Heart failure (HF) and chronic obstructive pulmonary disease (COPD) frequently co-exist, and each is a major public health issue. In a large cohort of hospitalized HF patients, we evaluated: (i) the impact of COPD on clinical outcomes; (ii) whether outcomes and treatments changed from 2002 to 2009; and (iii) the relationship between outcomes and treatments focusing on beta-blockers (BBs) and bronchodilators (BDs).Methods and results
From linkable Lombardy administrative health databases, we selected individuals with a discharge diagnosis of HF with or without concomitant COPD (HF yesCOPD and HF noCOPD) in 2002 and 2009. Patients were followed up for 4 years. Outcomes were total mortality, first readmission for HF, and their combination. Unadjusted and adjusted Cox proportional models and competing risk analyses were used. We identified 11 274 patients with HF noCOPD and 2837 with HF yesCOPD. HF yesCOPD patients in 2002 and 2009 had a 20% higher risk of the outcomes.

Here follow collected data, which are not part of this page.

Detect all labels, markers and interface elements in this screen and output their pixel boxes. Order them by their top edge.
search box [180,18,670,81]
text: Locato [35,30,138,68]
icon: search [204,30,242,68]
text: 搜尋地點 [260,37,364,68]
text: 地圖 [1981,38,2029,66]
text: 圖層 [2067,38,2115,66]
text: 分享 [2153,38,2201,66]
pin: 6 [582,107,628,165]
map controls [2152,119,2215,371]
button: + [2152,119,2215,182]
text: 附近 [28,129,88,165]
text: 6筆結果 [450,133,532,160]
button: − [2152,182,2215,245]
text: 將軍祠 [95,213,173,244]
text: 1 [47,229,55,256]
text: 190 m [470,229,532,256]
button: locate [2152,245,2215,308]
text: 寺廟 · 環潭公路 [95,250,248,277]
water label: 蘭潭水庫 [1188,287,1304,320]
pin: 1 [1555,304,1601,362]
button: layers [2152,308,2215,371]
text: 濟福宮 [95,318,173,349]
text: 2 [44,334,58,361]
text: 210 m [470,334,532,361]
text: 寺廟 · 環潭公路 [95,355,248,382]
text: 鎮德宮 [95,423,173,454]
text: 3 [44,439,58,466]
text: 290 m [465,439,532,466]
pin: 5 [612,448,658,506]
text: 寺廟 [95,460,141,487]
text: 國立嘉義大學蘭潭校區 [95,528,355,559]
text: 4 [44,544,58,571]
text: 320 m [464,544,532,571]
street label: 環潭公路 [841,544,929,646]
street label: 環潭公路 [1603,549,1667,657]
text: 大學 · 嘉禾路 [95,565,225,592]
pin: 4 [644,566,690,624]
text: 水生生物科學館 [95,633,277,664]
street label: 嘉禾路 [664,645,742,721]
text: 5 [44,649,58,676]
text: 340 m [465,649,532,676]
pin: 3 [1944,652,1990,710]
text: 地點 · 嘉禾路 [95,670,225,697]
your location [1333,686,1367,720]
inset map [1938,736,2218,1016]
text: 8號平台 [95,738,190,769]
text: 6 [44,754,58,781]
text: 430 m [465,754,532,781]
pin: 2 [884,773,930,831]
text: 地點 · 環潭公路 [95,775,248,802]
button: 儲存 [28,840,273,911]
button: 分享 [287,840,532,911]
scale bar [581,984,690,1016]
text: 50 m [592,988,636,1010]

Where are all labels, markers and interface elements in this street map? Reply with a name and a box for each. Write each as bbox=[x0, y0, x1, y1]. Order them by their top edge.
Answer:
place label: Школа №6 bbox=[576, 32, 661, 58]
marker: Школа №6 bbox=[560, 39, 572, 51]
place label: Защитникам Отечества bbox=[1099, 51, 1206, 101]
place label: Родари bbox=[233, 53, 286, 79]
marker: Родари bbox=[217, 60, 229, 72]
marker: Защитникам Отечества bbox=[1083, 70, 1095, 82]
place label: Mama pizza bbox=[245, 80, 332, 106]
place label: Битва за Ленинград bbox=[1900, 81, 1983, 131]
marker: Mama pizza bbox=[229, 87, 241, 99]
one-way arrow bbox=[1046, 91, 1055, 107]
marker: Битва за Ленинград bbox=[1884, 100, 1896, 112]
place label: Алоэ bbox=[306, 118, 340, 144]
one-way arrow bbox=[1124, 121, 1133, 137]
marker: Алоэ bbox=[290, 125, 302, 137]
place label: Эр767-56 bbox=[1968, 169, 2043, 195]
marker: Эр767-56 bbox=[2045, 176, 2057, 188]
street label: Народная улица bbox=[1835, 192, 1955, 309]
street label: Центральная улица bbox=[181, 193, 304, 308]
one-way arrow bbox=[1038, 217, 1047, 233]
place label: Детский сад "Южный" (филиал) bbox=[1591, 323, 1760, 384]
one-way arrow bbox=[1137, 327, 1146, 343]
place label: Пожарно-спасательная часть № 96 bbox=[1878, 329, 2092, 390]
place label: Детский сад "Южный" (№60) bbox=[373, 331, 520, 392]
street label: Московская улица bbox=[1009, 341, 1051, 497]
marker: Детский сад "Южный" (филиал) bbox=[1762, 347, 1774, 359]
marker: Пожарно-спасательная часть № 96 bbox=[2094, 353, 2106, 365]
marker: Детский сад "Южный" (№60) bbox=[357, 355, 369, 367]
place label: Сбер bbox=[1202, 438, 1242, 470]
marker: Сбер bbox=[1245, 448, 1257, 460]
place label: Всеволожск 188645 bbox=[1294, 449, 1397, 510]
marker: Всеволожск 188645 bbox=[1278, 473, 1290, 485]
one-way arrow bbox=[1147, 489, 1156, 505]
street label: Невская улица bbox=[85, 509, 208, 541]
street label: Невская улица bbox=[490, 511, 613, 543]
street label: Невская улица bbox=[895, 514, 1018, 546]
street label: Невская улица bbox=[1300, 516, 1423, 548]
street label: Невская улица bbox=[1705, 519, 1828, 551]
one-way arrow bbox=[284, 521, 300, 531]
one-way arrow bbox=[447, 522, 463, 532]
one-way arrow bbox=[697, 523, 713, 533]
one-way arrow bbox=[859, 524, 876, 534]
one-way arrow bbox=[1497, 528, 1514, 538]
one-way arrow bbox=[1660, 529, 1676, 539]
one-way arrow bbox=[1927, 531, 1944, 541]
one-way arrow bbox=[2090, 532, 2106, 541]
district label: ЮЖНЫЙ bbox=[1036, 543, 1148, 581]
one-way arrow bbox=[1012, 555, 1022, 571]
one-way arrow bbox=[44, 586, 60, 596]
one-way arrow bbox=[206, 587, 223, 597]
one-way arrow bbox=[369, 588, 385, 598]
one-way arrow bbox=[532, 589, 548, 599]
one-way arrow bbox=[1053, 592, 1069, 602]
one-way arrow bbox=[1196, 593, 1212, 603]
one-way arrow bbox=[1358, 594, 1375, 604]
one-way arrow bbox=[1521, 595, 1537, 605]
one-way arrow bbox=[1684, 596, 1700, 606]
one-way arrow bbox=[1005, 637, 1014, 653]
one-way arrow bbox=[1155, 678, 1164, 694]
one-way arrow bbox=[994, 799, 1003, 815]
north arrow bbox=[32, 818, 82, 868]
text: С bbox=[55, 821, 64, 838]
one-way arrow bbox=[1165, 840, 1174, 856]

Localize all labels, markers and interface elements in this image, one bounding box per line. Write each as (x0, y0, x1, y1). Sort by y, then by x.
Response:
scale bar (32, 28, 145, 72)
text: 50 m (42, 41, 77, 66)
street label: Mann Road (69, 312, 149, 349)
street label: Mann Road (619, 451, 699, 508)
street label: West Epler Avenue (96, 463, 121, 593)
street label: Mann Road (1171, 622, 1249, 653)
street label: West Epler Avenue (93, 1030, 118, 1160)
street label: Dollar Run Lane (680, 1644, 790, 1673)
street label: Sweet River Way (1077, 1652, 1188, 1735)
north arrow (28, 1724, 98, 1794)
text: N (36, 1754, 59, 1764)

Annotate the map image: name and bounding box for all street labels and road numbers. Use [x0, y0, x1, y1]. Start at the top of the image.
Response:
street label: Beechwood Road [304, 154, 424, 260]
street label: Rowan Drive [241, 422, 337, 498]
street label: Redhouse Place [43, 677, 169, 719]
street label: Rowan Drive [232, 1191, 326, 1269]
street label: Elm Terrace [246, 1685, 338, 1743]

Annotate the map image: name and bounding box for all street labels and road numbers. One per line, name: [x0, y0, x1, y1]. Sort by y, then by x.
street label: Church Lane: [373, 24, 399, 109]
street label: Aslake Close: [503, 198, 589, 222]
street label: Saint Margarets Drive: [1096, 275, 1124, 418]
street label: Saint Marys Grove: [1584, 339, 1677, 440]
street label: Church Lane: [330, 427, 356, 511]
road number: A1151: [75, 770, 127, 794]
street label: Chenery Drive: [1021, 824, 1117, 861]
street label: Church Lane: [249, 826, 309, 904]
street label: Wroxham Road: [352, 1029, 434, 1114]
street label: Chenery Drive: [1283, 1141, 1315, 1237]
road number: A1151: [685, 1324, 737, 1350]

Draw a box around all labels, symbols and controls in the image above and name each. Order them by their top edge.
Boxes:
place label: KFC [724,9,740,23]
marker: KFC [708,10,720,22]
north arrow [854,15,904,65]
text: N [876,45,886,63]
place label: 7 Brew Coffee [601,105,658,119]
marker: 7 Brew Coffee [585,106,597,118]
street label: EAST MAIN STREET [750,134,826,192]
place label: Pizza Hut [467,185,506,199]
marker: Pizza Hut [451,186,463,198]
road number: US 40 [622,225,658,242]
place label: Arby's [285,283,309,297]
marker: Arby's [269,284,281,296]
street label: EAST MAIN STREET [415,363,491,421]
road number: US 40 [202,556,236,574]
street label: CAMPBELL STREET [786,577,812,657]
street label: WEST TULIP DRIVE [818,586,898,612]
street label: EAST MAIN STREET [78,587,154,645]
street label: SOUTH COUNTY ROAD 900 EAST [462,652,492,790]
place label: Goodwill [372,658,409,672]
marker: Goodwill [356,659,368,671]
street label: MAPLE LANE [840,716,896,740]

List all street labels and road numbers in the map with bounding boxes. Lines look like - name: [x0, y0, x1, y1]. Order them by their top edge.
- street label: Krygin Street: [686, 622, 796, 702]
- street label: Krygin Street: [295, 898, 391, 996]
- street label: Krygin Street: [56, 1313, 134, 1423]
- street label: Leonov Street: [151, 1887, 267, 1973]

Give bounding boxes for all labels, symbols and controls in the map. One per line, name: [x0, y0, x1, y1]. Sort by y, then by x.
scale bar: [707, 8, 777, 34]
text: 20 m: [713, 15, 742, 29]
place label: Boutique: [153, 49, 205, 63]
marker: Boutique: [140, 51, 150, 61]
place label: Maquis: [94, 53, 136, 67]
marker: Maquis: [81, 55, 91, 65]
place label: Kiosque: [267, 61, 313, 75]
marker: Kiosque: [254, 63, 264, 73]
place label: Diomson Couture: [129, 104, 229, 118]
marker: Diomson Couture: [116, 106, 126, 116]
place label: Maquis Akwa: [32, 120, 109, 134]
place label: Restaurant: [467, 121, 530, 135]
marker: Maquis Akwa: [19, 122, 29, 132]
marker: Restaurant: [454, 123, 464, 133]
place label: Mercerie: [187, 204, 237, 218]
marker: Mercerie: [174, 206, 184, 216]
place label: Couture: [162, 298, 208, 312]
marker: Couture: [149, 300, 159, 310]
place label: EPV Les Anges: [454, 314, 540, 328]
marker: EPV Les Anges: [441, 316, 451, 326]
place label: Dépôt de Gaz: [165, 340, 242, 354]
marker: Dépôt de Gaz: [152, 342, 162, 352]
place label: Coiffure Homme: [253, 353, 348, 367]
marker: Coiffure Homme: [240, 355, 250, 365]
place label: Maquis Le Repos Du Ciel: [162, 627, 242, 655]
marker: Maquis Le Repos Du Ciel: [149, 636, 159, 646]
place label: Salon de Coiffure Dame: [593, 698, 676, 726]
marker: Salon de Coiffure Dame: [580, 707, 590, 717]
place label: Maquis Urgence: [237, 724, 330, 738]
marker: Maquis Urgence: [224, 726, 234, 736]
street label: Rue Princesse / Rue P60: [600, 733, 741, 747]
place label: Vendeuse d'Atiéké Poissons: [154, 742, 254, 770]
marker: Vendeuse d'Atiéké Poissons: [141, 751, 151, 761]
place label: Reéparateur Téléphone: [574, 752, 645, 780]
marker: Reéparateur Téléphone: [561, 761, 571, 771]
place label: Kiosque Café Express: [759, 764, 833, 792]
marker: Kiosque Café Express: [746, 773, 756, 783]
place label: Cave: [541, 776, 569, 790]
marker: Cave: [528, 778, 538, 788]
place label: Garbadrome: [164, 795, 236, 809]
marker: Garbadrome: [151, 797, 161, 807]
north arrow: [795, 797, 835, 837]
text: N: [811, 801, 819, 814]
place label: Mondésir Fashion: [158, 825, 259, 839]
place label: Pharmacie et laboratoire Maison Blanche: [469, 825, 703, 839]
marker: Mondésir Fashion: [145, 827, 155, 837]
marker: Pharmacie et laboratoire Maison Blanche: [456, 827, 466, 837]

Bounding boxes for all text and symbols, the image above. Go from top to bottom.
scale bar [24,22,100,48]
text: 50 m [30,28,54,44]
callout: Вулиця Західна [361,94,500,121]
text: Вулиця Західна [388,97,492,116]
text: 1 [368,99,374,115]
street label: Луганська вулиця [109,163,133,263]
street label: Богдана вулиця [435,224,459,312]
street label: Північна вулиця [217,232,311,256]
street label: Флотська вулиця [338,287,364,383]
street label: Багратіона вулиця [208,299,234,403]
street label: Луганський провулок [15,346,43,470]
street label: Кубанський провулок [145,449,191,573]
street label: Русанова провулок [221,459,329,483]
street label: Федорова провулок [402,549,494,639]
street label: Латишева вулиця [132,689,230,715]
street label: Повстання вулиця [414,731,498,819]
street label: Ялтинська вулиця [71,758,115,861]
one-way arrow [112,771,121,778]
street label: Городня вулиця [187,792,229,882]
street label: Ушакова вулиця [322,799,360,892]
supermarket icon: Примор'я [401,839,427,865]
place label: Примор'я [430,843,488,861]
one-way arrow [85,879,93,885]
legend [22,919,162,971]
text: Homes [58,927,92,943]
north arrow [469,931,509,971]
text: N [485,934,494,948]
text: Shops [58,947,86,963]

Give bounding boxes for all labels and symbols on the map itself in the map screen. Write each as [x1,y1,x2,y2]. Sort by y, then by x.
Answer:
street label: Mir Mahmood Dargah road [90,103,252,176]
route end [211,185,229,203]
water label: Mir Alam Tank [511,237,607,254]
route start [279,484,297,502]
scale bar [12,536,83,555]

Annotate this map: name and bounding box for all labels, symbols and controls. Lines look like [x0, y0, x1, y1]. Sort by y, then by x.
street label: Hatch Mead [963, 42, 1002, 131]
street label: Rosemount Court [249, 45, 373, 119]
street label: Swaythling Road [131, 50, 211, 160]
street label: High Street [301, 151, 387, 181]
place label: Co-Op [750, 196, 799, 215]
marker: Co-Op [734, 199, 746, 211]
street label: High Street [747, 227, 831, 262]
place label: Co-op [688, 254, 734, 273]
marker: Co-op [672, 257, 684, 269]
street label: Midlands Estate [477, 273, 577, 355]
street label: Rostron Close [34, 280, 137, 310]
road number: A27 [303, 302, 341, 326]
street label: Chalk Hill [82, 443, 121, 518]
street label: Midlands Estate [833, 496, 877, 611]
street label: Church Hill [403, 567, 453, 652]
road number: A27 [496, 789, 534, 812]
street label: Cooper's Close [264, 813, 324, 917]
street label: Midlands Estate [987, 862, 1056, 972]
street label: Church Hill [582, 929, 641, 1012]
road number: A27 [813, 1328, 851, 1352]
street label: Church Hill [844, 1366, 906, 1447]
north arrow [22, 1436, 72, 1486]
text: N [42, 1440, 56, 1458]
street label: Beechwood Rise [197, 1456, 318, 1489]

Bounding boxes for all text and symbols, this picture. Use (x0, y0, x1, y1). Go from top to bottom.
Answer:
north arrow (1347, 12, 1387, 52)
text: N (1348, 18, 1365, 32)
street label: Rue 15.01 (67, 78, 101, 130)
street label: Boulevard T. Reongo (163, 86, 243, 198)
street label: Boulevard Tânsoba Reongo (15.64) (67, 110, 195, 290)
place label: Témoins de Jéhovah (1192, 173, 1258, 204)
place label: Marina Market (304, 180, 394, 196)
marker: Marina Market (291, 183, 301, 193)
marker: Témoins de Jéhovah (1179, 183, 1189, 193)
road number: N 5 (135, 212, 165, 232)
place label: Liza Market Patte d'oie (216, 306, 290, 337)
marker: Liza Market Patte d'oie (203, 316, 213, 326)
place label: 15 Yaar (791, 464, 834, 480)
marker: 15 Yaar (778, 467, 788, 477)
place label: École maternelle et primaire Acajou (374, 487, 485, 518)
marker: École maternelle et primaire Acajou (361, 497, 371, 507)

From 2002 to 2009, BB and BD prescriptions increased significantly. In HF noCOPD patients, risks for mortality [adjusted hazard ratio (HR) 0.91, 95% confidence interval (CI) 0.86–0.97], first HF readmission (HR 0.79, 95% CI 0.74–0.85), and the combined endpoint (HR 0.88, 95% CI 0.84–0.92) declined (all P < 0.003) while in HF yesCOPD only the risk for first HF readmission dropped (HR 0.86, 95% CI 0.76–0.97; P = 0.018). BBs were associated with significantly lower mortality in both groups, but with a higher risk for first HF readmission in HF noCOPD. Outcomes did not significantly differ in HF yesCOPD treated or not with BDs.Conclusions
The prognosis of patients hospitalized for HF, either with or without COPD, seemed to improve between 2002 and 2009, with possibly better survival of those on BBs. Because of residual confounding in observational studies, a randomized controlled trial should be considered to confirm these results.